» **EXERCISE AIM**: For this exercise, retype each line of the material below verbatim and omit any picture.

» **DATA EXTRACT**:
---*---

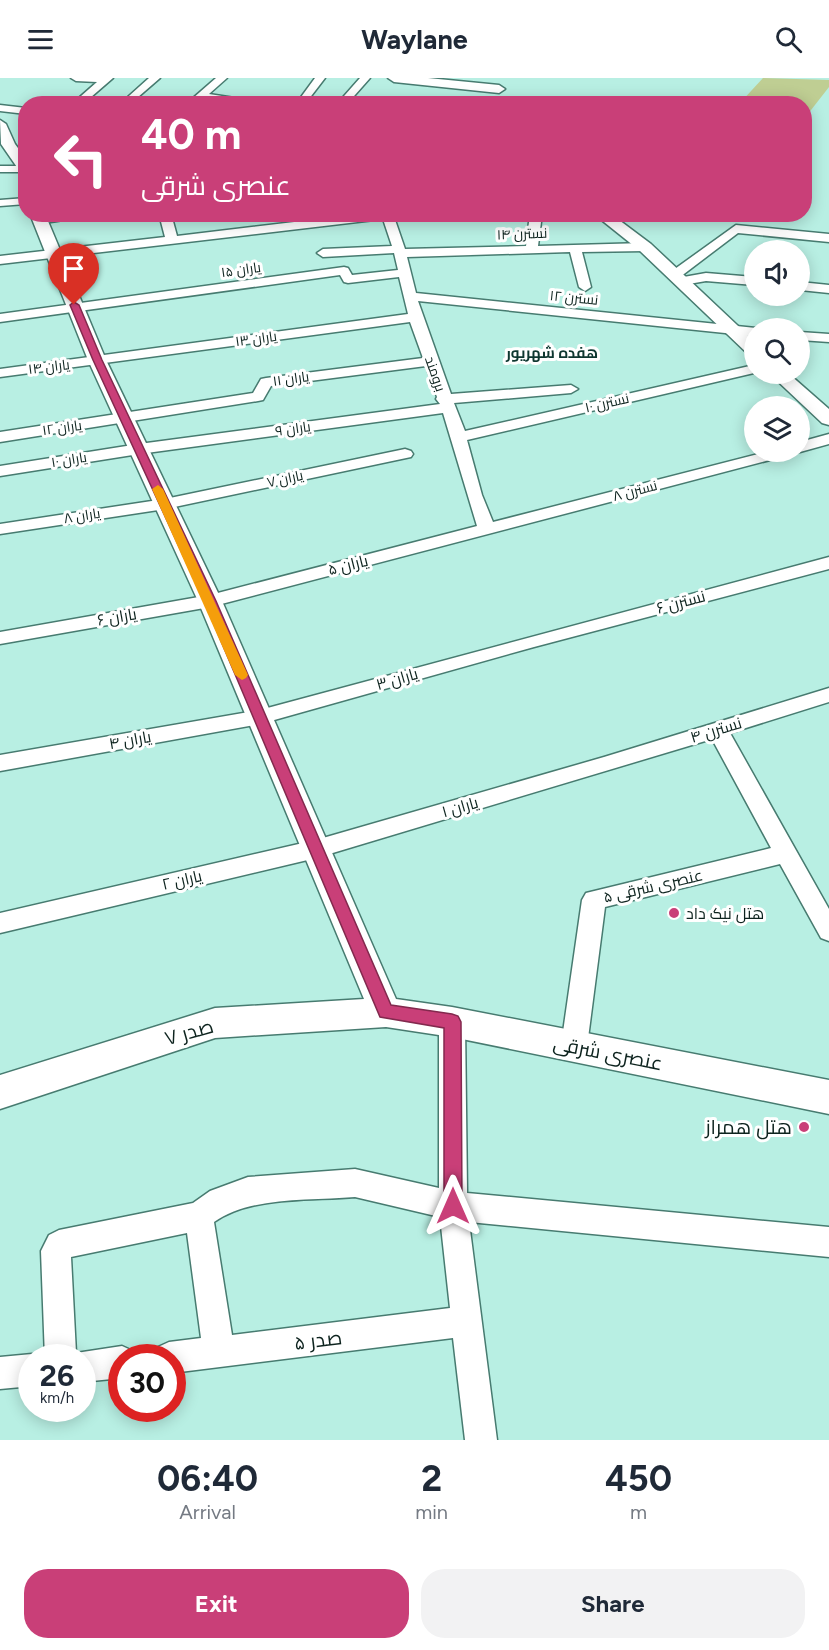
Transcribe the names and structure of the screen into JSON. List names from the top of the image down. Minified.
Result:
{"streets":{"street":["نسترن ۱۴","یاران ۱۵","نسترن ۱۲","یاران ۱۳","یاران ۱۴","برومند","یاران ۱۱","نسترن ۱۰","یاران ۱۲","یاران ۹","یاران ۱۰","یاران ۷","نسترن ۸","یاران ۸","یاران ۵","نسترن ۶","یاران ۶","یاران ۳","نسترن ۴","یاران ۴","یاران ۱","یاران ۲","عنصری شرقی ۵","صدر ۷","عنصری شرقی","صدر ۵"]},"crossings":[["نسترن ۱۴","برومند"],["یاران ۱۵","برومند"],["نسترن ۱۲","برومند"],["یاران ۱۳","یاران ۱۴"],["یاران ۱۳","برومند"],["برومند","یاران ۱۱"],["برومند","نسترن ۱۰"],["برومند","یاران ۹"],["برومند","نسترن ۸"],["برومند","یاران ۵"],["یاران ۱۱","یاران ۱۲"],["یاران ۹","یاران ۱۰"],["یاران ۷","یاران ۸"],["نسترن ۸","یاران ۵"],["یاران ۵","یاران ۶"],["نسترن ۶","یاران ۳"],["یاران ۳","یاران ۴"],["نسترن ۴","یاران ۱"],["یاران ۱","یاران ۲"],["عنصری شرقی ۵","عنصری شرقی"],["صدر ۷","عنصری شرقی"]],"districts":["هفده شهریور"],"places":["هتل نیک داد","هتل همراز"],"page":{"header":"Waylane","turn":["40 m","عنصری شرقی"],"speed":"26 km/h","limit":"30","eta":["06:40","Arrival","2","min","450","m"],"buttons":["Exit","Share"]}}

---*---

» **YOUR RESPONSE**:
Transcribe the names and structure of the screen into JSON. List names from the top of the image down. Minified.
Result:
{"streets":{"street":["نسترن ۱۴","یاران ۱۵","نسترن ۱۲","یاران ۱۳","یاران ۱۴","برومند","یاران ۱۱","نسترن ۱۰","یاران ۱۲","یاران ۹","یاران ۱۰","یاران ۷","نسترن ۸","یاران ۸","یاران ۵","نسترن ۶","یاران ۶","یاران ۳","نسترن ۴","یاران ۴","یاران ۱","یاران ۲","عنصری شرقی ۵","صدر ۷","عنصری شرقی","صدر ۵"]},"crossings":[["نسترن ۱۴","برومند"],["یاران ۱۵","برومند"],["نسترن ۱۲","برومند"],["یاران ۱۳","یاران ۱۴"],["یاران ۱۳","برومند"],["برومند","یاران ۱۱"],["برومند","نسترن ۱۰"],["برومند","یاران ۹"],["برومند","نسترن ۸"],["برومند","یاران ۵"],["یاران ۱۱","یاران ۱۲"],["یاران ۹","یاران ۱۰"],["یاران ۷","یاران ۸"],["نسترن ۸","یاران ۵"],["یاران ۵","یاران ۶"],["نسترن ۶","یاران ۳"],["یاران ۳","یاران ۴"],["نسترن ۴","یاران ۱"],["یاران ۱","یاران ۲"],["عنصری شرقی ۵","عنصری شرقی"],["صدر ۷","عنصری شرقی"]],"districts":["هفده شهریور"],"places":["هتل نیک داد","هتل همراز"],"page":{"header":"Waylane","turn":["40 m","عنصری شرقی"],"speed":"26 km/h","limit":"30","eta":["06:40","Arrival","2","min","450","m"],"buttons":["Exit","Share"]}}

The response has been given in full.